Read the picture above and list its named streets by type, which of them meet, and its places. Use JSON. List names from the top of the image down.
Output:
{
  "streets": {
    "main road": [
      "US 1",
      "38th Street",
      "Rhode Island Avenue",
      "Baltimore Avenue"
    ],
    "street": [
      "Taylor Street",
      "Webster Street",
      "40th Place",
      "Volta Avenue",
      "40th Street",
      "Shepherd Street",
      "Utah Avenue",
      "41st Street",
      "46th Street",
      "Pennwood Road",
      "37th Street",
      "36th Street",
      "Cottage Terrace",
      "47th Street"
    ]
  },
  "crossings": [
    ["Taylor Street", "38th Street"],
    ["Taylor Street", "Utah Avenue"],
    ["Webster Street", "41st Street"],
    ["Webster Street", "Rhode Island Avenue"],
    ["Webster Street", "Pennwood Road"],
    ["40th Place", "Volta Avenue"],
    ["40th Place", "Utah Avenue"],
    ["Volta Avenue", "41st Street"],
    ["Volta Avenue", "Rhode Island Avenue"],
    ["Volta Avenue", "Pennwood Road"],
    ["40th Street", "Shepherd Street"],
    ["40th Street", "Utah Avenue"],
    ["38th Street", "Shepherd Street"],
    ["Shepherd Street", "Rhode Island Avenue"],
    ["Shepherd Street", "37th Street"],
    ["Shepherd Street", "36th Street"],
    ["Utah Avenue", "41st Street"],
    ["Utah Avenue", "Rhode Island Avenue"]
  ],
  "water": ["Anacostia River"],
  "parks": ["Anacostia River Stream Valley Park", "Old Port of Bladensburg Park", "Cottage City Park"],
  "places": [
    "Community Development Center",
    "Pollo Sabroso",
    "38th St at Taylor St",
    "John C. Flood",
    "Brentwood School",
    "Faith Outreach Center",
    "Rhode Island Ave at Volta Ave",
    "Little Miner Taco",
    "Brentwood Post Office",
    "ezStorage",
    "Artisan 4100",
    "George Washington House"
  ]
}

-=-=-

> _What you should do_
So that nothing is lost, write out each record exactly as it appears above.

> _Expected output_
Read the picture above and list its named streets by type, which of them meet, and its places. Use JSON. List names from the top of the image down.
Output:
{
  "streets": {
    "main road": [
      "US 1",
      "38th Street",
      "Rhode Island Avenue",
      "Baltimore Avenue"
    ],
    "street": [
      "Taylor Street",
      "Webster Street",
      "40th Place",
      "Volta Avenue",
      "40th Street",
      "Shepherd Street",
      "Utah Avenue",
      "41st Street",
      "46th Street",
      "Pennwood Road",
      "37th Street",
      "36th Street",
      "Cottage Terrace",
      "47th Street"
    ]
  },
  "crossings": [
    ["Taylor Street", "38th Street"],
    ["Taylor Street", "Utah Avenue"],
    ["Webster Street", "41st Street"],
    ["Webster Street", "Rhode Island Avenue"],
    ["Webster Street", "Pennwood Road"],
    ["40th Place", "Volta Avenue"],
    ["40th Place", "Utah Avenue"],
    ["Volta Avenue", "41st Street"],
    ["Volta Avenue", "Rhode Island Avenue"],
    ["Volta Avenue", "Pennwood Road"],
    ["40th Street", "Shepherd Street"],
    ["40th Street", "Utah Avenue"],
    ["38th Street", "Shepherd Street"],
    ["Shepherd Street", "Rhode Island Avenue"],
    ["Shepherd Street", "37th Street"],
    ["Shepherd Street", "36th Street"],
    ["Utah Avenue", "41st Street"],
    ["Utah Avenue", "Rhode Island Avenue"]
  ],
  "water": ["Anacostia River"],
  "parks": ["Anacostia River Stream Valley Park", "Old Port of Bladensburg Park", "Cottage City Park"],
  "places": [
    "Community Development Center",
    "Pollo Sabroso",
    "38th St at Taylor St",
    "John C. Flood",
    "Brentwood School",
    "Faith Outreach Center",
    "Rhode Island Ave at Volta Ave",
    "Little Miner Taco",
    "Brentwood Post Office",
    "ezStorage",
    "Artisan 4100",
    "George Washington House"
  ]
}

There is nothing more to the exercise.